There is little information available about LAR in the pediatric age group, even data on prevalence and clinical characteristics. There is a clear need to learn more about this phenotype of rhinitis in the pediatric age group, to identify and institute early treatment in patients, which can provide a consequent improvement in quality of life and reduce burden of the disease.

Objectives

This systematic review aimed to identify and summarize information from original observational studies published on LAR in children and adolescents.

Materials and Methods

Eligibility criteria

For this review, a search for relevant articles was performed in PubMed and EMBASE databases on September 20, 2021. The search was limited to publications on humans, written in English, published between January 1, 2000 and September 20, 2021, using the following keywords for parameters: Local Allergic Rhinitis AND Children OR Adolescents; OR articles that contained Local Allergic Rhinitis in the title. We also performed an active manual search of the study references included in the review to identify additional studies with possible relevance (Figure 1).

Figure 1 Flowchart of information obtained in the different phases of the systematic review.

A predefined list of inclusion and exclusion criteria (Table 1) was used to evaluate potentially relevant titles and summaries. After the search was completed, the articles were excluded from the analysis for multiple reasons: duplicate articles, study population with no differentiation between adults and children, full articles written in a language other than English, and conference summaries. Two researchers (FTM and TRTG) selected the articles independently, and if there was a difference of opinion, a third party (GFW) was brought in to break the tie.

Table 1 Inclusion and exclusion criteria for selecting eligible articles.
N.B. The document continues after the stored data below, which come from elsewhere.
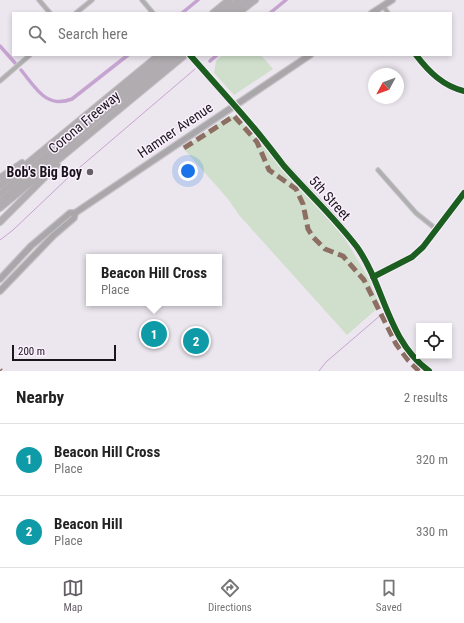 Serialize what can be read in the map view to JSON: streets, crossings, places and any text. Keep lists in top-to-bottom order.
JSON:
{
  "streets": {
    "highway": ["Corona Freeway"],
    "main road": ["Hamner Avenue"],
    "street": ["5th Street"]
  },
  "crossings": [
    ["Hamner Avenue", "5th Street"]
  ],
  "places": ["Bob's Big Boy"],
  "scale_bar": "200 m",
  "north": "bottom left",
  "page": {
    "search": "Search here",
    "popup": ["Beacon Hill Cross", "Place"],
    "pins": ["1", "2"],
    "scale": "200 m",
    "heading": ["Nearby", "2 results"],
    "list": [
      {
        "mark": "1",
        "name": "Beacon Hill Cross",
        "note": "Place",
        "value": "320 m"
      },
      {
        "mark": "2",
        "name": "Beacon Hill",
        "note": "Place",
        "value": "330 m"
      }
    ],
    "nav": ["Map", "Directions", "Saved"]
  }
} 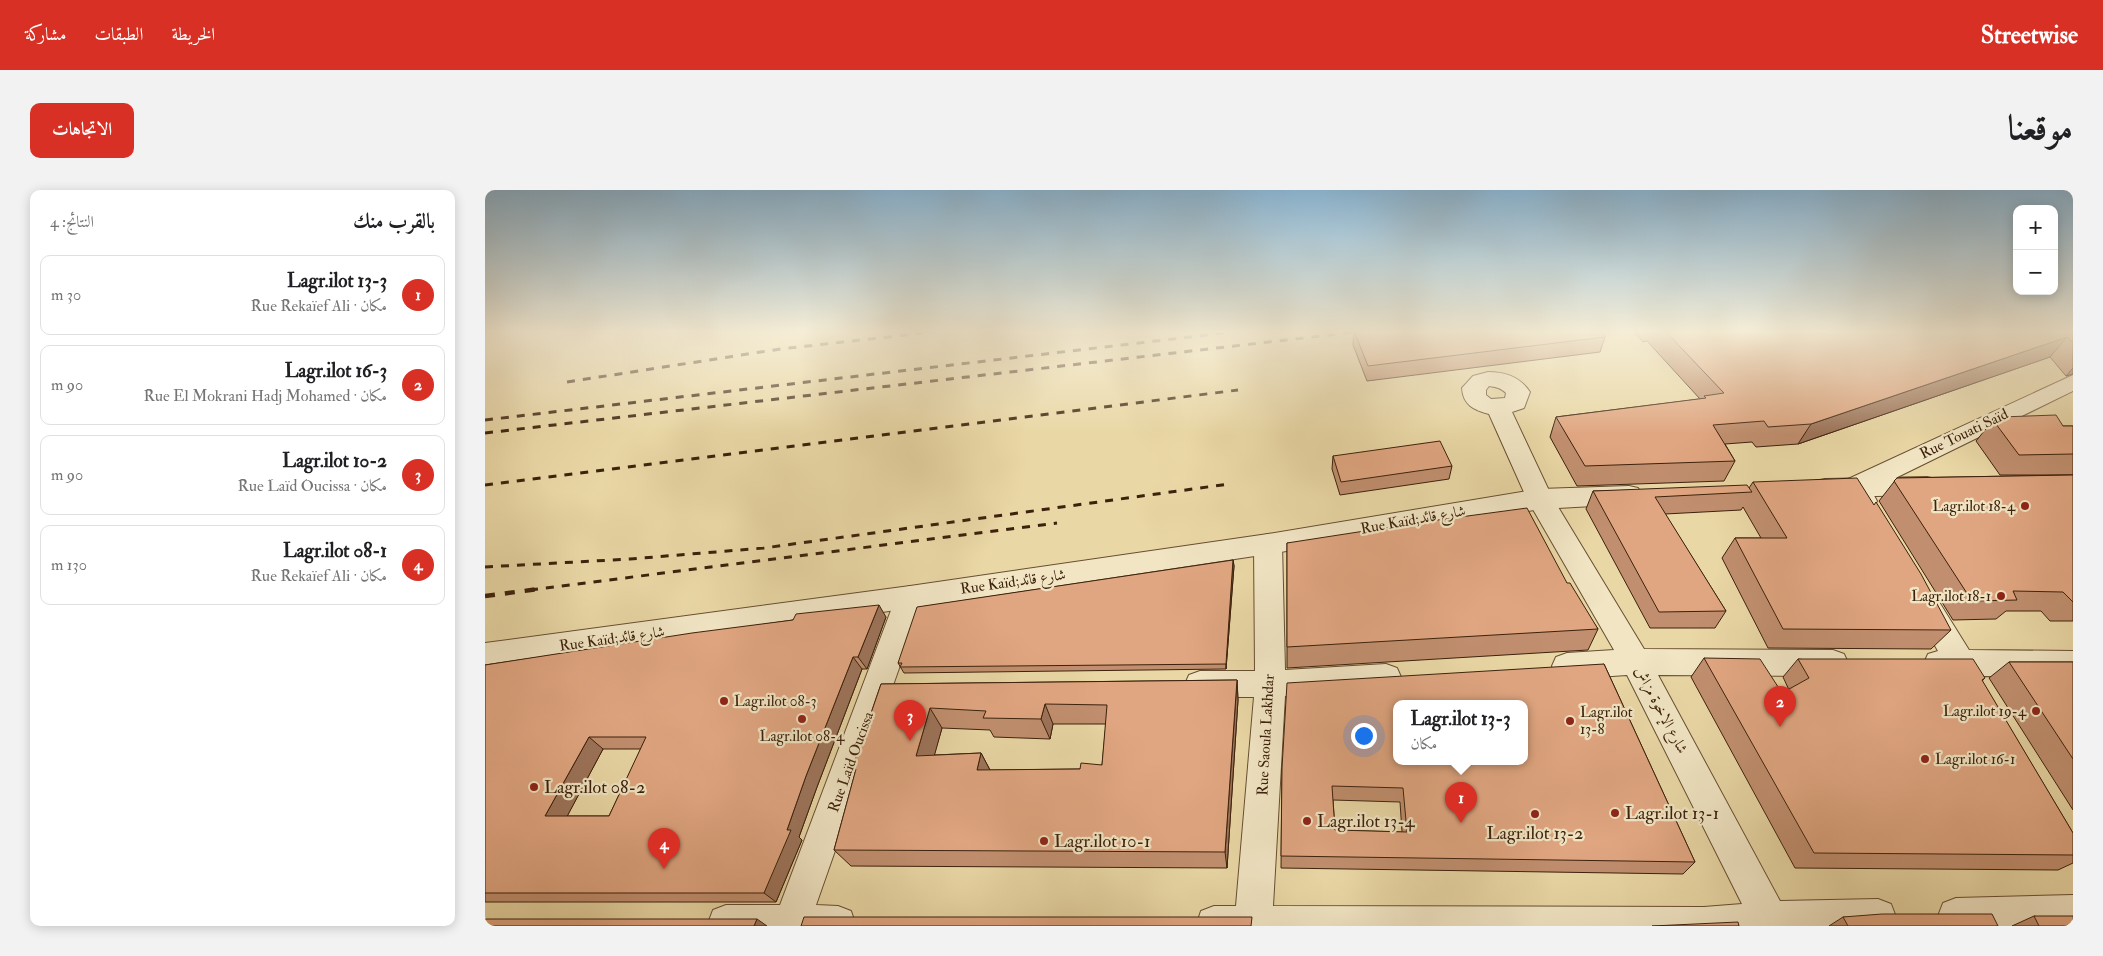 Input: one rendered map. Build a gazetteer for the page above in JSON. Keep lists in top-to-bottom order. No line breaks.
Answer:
{"streets":{"street":["Rue Touati Saïd","Rue Kaïd;شارع قائد","شارع الإخوة مزاش","Rue Saoula Lakhdar","Rue Laïd Oucissa"]},"crossings":[["Rue Kaïd;شارع قائد","شارع الإخوة مزاش"],["Rue Kaïd;شارع قائد","Rue Saoula Lakhdar"],["Rue Kaïd;شارع قائد","Rue Laïd Oucissa"]],"places":["Lagr.ilot 18-4","Lagr.ilot 18-1","Lagr.ilot 08-3","Lagr.ilot 19-4","Lagr.ilot 08-4","Lagr.ilot 13-8","Lagr.ilot 16-1","Lagr.ilot 08-2","Lagr.ilot 13-1","Lagr.ilot 13-2","Lagr.ilot 13-4","Lagr.ilot 10-1"],"page":{"header":"Streetwise","nav":["الخريطة","الطبقات","مشاركة"],"title":"موقعنا","buttons":"الاتجاهات","heading":["بالقرب منك","النتائج: 4"],"map_buttons":["+","−"],"list":[{"mark":"1","name":"Lagr.ilot 13-3","note":"مكان · Rue Rekaïef Ali","value":"30 m"},{"mark":"2","name":"Lagr.ilot 16-3","note":"مكان · Rue El Mokrani Hadj Mohamed","value":"90 m"},{"mark":"3","name":"Lagr.ilot 10-2","note":"مكان · Rue Laïd Oucissa","value":"90 m"},{"mark":"4","name":"Lagr.ilot 08-1","note":"مكان · Rue Rekaïef Ali","value":"130 m"}],"pins":["2","3","1","4"],"popup":["Lagr.ilot 13-3","مكان"]}} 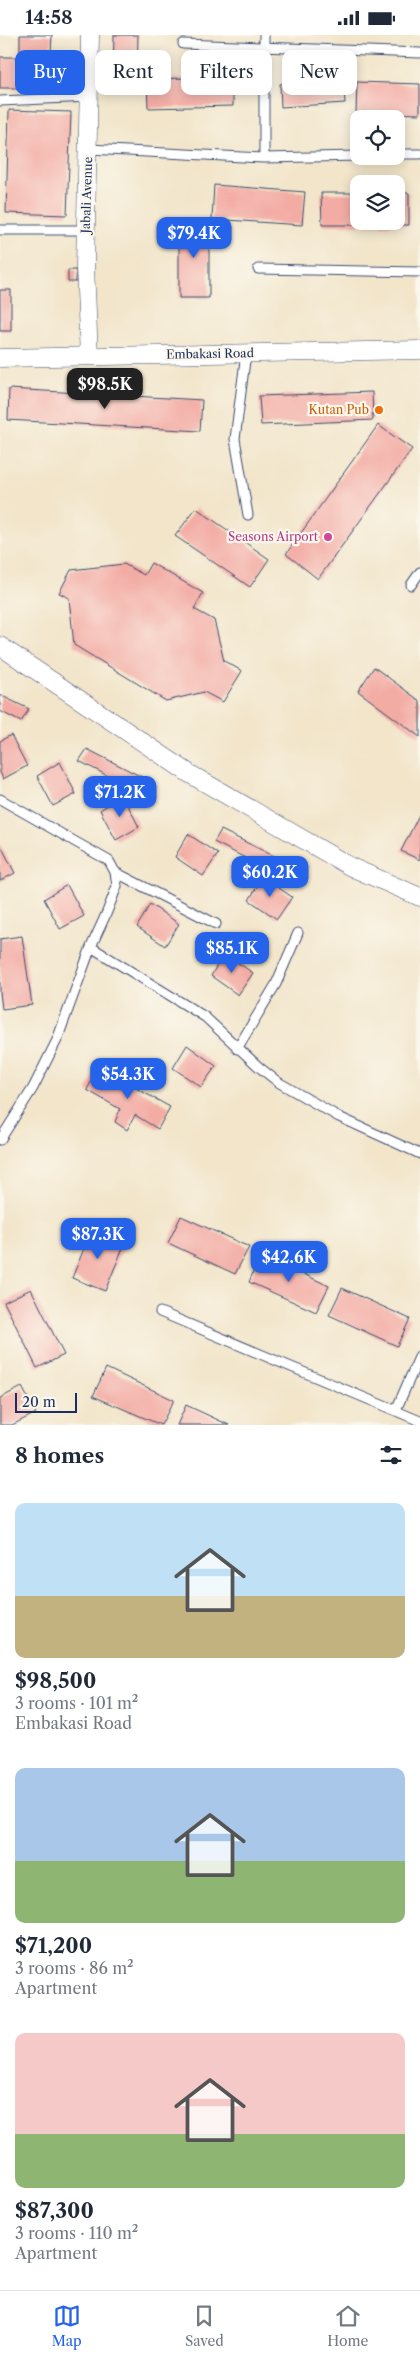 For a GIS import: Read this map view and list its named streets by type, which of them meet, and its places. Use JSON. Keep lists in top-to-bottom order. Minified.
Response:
{"streets":{"street":["Jabali Avenue","Embakasi Road"]},"crossings":[["Jabali Avenue","Embakasi Road"]],"places":["Kutan Pub","Seasons Airport"],"scale_bar":"20 m","page":{"status":"14:58","chip":["Buy","Rent","Filters","New"],"price":["$79.4K","$98.5K","$71.2K","$60.2K","$85.1K","$54.3K","$87.3K","$42.6K"],"scale":"20 m","heading":"8 homes","list":[{"name":"$98,500","note":"3 rooms · 101 m² · Embakasi Road"},{"name":"$71,200","note":"3 rooms · 86 m² · Apartment"},{"name":"$87,300","note":"3 rooms · 110 m² · Apartment"}],"tabs":["Map","Saved","Home"]}}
Domain	Inclusion criteria	Exclusion criteria
Participants	Participants mandatorily under 18 years old; the minimum age limited by the objective methods used for diagnosing LAR, carrying out the NAPT.	Studies with no age differentiation between adults and children, presence of significant anatomical defects of the upper respiratory tract (septum deviation, adenoid hypertrophy, nasal polyposis).
Intervention	Mandatory NAPT to determine LAR, which may be associated with dosage of other nasal markers, such as cytokines or nasal-specific IgE (nsIgE)	No NAPT performed, regardless of other collected markers.
Outcome	Quantification of patients identified as having LAR exclusively in the pediatric age group	Noninclusion of relevant outcome or nonquantification of patients diagnosed with LAR
Type of study	Quantitative, observational, or intervention studies	Review articles and qualitative studies
Type of publication	Original peer-reviewed published articles	Conference summaries, case report

LAR: Local allergic rhinitis; NAPT: Nasal allergen provocation test; nsIgE: Nasal-specific IgE

Data were evaluated following PRISMA’s (Preferred Reporting Items for Systematic reviews and Meta-Analyses) guidelines.⁷ Following the eligibility criteria, 396 titles and summaries were obtained, and one article⁸ was found in an active search among the bibliographic references. After removing 13 duplicate articles, 384 titles and summaries were analyzed, and 336 were excluded based on the above exclusion and inclusion criteria. After thoroughly reading all 48 articles, 38 additional articles were excluded from the review. We tried unsuccessfully to contact four authors who presented data from children and adolescents but did not have a clear separation from adults. Therefore, they were excluded from the review.

Results

A total of 10 publications were selected, and a summary of their main findings is presented in Table 2.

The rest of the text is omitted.